* [Aim of the exercise]:
Track down each line below containing the string "turn" and copy it.

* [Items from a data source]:
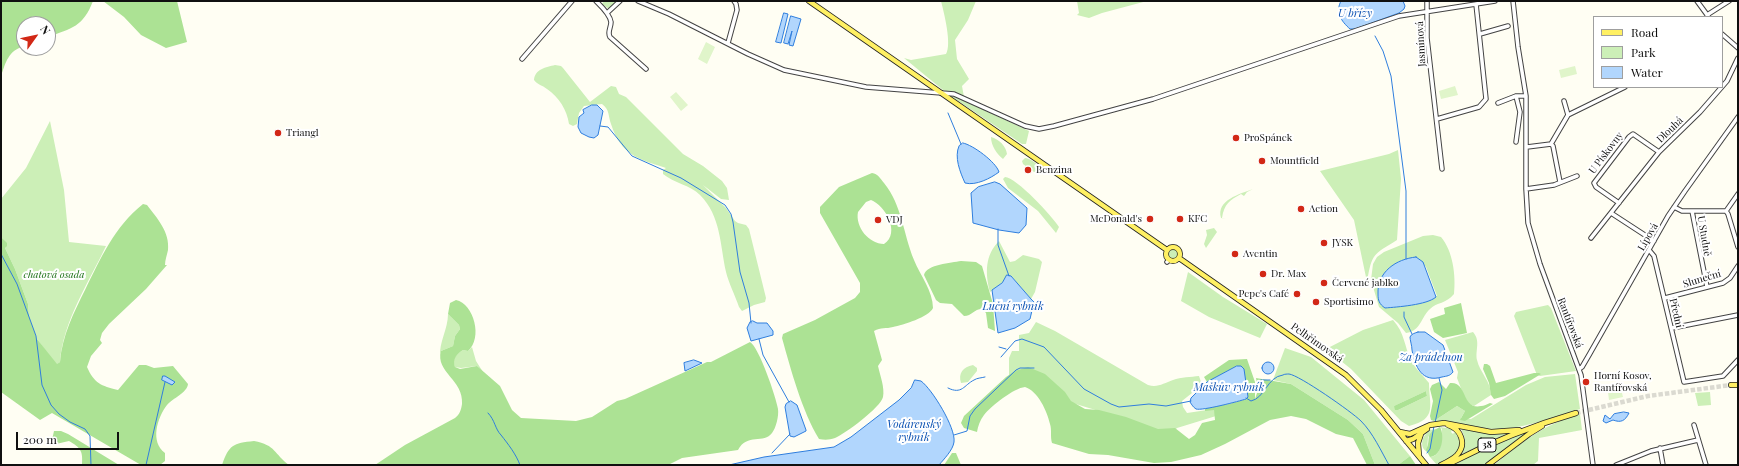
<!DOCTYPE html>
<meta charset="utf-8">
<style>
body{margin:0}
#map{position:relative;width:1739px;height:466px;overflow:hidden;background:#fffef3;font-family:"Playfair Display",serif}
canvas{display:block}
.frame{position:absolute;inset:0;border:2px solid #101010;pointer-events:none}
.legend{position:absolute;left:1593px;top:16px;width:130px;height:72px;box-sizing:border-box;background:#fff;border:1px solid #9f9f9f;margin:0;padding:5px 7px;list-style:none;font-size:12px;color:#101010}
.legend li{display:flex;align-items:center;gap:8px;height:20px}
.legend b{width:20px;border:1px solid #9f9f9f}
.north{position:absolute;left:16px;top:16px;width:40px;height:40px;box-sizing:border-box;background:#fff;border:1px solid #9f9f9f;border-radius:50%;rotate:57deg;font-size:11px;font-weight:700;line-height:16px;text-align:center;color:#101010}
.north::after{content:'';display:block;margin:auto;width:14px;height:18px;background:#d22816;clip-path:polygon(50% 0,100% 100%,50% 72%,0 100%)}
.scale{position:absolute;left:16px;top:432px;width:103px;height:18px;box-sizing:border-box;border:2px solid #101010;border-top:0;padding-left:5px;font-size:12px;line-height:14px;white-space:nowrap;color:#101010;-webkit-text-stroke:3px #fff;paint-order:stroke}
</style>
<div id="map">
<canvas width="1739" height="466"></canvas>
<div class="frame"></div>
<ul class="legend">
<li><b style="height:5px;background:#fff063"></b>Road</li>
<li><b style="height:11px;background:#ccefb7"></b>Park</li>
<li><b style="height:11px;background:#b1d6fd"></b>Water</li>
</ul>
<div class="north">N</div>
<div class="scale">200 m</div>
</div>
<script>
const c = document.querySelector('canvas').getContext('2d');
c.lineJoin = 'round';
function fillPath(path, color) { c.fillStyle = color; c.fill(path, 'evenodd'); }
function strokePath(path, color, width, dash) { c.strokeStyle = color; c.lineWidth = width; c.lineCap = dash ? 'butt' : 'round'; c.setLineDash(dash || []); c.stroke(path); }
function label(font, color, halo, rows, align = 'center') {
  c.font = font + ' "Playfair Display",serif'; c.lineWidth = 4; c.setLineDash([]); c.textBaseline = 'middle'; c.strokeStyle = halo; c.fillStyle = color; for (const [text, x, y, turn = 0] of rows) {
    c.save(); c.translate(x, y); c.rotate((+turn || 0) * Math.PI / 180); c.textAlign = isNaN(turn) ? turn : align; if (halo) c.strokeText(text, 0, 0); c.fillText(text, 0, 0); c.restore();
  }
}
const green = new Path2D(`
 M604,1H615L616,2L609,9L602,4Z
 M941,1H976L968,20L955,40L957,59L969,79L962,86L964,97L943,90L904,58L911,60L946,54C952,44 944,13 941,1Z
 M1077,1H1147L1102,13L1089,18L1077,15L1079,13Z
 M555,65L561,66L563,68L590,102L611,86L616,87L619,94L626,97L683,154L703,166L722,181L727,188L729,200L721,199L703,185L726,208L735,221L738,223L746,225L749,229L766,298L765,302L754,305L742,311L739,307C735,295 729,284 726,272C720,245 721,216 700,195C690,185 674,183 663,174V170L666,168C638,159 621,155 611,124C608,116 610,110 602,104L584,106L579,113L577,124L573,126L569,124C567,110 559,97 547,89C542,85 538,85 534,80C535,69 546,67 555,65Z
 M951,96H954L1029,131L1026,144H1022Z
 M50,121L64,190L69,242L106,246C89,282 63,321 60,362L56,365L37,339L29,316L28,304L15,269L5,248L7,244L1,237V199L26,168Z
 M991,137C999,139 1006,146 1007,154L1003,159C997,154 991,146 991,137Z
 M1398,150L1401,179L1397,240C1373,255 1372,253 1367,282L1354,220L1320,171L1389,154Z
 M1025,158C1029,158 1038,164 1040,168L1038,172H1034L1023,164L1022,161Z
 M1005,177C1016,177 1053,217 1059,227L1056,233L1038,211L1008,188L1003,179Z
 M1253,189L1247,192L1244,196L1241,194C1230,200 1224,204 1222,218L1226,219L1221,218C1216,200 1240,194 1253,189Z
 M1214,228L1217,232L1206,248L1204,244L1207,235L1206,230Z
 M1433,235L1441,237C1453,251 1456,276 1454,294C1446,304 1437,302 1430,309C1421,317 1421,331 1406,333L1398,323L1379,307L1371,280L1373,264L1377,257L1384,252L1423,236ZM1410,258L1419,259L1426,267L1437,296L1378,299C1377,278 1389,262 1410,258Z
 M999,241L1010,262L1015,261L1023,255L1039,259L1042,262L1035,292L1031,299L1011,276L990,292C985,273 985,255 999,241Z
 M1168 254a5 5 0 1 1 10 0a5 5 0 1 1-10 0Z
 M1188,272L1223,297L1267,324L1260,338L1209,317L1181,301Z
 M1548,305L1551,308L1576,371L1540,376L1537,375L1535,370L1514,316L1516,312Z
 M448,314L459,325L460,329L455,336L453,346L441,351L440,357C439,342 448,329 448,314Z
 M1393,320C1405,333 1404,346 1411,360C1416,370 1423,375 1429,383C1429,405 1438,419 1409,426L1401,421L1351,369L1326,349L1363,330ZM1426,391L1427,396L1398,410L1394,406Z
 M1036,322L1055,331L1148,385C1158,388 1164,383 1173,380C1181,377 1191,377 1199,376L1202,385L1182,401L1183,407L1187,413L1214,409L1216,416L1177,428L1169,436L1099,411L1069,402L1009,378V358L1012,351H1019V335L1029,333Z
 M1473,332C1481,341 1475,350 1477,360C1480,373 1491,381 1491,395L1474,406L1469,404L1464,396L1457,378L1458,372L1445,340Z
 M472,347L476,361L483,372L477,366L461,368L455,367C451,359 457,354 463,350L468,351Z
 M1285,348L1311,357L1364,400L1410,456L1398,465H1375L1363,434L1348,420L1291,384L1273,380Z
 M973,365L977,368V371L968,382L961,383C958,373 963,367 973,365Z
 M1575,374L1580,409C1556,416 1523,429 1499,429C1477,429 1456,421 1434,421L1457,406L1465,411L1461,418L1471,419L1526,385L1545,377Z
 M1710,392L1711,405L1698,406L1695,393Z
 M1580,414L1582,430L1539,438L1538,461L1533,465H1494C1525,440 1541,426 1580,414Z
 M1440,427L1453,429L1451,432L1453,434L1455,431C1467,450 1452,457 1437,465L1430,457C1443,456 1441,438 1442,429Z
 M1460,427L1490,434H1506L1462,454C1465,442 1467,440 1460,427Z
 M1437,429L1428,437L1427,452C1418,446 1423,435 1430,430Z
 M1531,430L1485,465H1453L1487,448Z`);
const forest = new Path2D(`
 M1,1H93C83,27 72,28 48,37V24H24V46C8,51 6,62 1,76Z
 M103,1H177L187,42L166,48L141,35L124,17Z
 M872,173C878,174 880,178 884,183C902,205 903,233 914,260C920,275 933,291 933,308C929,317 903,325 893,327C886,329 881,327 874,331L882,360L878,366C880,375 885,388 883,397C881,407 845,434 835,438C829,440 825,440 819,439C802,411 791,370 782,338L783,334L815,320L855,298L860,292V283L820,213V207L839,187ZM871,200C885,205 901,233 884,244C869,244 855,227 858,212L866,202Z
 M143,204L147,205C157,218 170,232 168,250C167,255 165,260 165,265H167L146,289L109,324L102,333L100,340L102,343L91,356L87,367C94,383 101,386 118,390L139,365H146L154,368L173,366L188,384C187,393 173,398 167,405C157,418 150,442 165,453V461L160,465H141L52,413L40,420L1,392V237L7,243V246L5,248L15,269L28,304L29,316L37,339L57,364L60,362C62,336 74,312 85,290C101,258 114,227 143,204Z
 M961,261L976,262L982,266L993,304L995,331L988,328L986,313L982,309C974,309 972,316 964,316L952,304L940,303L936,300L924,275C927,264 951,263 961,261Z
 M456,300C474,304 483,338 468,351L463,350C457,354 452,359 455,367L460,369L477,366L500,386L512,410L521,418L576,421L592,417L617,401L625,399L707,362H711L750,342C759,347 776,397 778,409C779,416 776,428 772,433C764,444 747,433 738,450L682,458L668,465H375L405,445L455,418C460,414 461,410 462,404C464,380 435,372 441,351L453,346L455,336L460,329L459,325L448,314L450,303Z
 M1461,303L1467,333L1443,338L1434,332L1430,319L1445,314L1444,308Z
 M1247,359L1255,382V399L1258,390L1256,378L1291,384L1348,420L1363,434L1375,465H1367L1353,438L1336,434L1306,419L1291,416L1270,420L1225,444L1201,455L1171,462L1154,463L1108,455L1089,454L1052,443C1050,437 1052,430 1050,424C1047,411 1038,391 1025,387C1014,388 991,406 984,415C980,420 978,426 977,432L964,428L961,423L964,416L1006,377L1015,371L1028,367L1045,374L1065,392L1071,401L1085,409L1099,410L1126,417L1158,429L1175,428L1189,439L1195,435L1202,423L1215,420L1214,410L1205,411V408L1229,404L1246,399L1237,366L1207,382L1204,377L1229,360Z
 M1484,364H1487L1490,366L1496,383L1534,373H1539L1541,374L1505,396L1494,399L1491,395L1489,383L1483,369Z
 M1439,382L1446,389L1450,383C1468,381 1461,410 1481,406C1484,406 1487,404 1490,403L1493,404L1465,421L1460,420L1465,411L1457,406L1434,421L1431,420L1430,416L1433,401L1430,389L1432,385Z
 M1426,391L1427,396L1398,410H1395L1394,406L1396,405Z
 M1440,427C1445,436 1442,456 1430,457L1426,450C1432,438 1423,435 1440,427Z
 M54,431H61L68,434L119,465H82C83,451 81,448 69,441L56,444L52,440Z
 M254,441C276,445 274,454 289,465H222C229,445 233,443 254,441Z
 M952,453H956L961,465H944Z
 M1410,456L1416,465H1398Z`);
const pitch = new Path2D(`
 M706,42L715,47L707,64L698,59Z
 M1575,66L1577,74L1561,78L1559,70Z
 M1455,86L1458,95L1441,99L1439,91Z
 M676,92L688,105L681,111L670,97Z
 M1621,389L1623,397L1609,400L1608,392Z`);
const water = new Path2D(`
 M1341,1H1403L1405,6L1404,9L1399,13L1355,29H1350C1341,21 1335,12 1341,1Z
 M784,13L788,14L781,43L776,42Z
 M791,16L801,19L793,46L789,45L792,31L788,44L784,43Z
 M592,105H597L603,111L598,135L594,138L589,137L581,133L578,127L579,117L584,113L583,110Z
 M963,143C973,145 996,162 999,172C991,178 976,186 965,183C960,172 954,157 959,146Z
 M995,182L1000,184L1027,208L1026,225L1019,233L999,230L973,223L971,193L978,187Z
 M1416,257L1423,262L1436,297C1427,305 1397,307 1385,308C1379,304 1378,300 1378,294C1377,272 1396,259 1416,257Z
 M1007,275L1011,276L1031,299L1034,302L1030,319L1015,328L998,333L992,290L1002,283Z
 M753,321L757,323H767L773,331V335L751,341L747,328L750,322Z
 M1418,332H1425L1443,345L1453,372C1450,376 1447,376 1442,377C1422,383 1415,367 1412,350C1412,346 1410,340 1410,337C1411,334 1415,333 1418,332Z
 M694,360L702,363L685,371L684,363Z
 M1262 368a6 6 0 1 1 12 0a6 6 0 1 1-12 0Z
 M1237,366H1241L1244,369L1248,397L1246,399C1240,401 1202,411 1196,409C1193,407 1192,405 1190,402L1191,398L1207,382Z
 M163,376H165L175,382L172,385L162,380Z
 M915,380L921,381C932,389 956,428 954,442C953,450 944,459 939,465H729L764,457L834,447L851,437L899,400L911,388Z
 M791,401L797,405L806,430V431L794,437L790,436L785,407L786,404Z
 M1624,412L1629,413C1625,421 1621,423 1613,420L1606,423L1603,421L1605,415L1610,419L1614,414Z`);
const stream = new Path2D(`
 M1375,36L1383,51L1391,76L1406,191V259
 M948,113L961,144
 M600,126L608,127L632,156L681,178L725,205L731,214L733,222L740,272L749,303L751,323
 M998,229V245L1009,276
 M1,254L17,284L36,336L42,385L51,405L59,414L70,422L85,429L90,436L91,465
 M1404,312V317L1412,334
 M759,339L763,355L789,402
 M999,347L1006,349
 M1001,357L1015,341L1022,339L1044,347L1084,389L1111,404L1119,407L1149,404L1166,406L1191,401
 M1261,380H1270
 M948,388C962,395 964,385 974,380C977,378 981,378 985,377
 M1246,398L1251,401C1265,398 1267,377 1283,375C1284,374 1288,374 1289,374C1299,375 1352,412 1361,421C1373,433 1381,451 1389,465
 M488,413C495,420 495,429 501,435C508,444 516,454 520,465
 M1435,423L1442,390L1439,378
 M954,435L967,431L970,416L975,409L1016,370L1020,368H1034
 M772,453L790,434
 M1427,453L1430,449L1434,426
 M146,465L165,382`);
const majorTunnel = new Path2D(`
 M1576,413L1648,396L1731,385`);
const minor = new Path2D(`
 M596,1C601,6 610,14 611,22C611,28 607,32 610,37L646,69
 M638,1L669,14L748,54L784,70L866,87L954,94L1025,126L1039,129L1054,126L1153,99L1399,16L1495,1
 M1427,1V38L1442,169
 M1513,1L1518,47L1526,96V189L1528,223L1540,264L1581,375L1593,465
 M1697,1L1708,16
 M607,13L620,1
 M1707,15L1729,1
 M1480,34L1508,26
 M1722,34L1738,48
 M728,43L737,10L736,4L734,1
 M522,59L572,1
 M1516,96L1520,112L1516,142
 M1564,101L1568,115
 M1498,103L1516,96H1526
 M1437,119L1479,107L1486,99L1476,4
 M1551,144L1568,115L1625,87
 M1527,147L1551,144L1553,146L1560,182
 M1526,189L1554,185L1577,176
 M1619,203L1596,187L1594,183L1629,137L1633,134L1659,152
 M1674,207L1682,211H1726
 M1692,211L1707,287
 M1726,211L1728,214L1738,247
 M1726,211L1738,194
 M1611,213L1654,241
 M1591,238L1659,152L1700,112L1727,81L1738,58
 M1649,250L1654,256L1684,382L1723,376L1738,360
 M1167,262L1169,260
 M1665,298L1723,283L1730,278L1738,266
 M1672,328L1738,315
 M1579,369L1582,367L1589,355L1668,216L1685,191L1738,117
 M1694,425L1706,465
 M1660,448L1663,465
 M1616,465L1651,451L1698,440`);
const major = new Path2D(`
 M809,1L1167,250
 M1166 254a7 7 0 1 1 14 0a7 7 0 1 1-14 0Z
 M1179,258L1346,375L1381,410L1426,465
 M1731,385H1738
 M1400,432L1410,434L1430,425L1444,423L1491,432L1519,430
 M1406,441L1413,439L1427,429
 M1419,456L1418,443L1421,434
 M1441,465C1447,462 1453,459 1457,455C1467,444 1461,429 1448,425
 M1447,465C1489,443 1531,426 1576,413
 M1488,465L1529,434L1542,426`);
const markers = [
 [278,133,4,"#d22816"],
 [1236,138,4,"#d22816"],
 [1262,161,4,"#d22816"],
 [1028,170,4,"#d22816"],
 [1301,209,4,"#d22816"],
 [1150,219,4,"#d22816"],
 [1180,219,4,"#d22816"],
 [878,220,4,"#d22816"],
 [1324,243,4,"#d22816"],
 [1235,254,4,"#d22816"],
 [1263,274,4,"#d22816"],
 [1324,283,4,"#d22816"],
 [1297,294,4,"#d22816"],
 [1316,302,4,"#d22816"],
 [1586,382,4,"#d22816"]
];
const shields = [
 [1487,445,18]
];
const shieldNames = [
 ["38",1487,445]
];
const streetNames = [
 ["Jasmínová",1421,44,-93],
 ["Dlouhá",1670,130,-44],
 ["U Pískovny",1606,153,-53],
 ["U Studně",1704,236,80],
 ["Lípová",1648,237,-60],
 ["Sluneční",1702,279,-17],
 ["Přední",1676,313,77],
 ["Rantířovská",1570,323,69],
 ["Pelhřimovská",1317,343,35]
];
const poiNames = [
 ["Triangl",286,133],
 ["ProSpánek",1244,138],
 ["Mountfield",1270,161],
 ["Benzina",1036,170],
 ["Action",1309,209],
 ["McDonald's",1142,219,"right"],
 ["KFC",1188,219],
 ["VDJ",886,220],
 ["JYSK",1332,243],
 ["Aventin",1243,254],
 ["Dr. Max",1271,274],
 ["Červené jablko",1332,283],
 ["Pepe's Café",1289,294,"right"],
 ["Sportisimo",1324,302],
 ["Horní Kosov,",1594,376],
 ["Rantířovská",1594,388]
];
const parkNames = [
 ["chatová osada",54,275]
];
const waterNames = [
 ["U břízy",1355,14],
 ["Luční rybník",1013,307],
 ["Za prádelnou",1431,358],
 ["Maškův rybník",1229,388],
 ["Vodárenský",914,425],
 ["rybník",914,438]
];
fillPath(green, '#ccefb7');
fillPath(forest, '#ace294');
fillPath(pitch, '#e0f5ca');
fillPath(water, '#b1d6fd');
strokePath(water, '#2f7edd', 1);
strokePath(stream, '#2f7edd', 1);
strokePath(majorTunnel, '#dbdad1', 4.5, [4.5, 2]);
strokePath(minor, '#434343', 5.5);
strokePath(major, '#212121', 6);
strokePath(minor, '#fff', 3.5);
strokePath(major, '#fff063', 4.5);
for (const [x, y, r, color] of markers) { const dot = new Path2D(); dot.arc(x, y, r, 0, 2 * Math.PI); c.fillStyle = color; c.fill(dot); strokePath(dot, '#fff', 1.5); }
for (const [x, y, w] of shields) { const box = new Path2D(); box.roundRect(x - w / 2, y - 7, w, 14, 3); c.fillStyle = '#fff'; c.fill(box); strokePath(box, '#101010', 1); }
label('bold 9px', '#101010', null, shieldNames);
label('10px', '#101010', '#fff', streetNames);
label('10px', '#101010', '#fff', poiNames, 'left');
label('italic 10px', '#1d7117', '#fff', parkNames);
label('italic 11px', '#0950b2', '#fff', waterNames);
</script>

* [Answer to the exercise]:
  c.font = font + ' "Playfair Display",serif'; c.lineWidth = 4; c.setLineDash([]); c.textBaseline = 'middle'; c.strokeStyle = halo; c.fillStyle = color; for (const [text, x, y, turn = 0] of rows) {
    c.save(); c.translate(x, y); c.rotate((+turn || 0) * Math.PI / 180); c.textAlign = isNaN(turn) ? turn : align; if (halo) c.strokeText(text, 0, 0); c.fillText(text, 0, 0); c.restore();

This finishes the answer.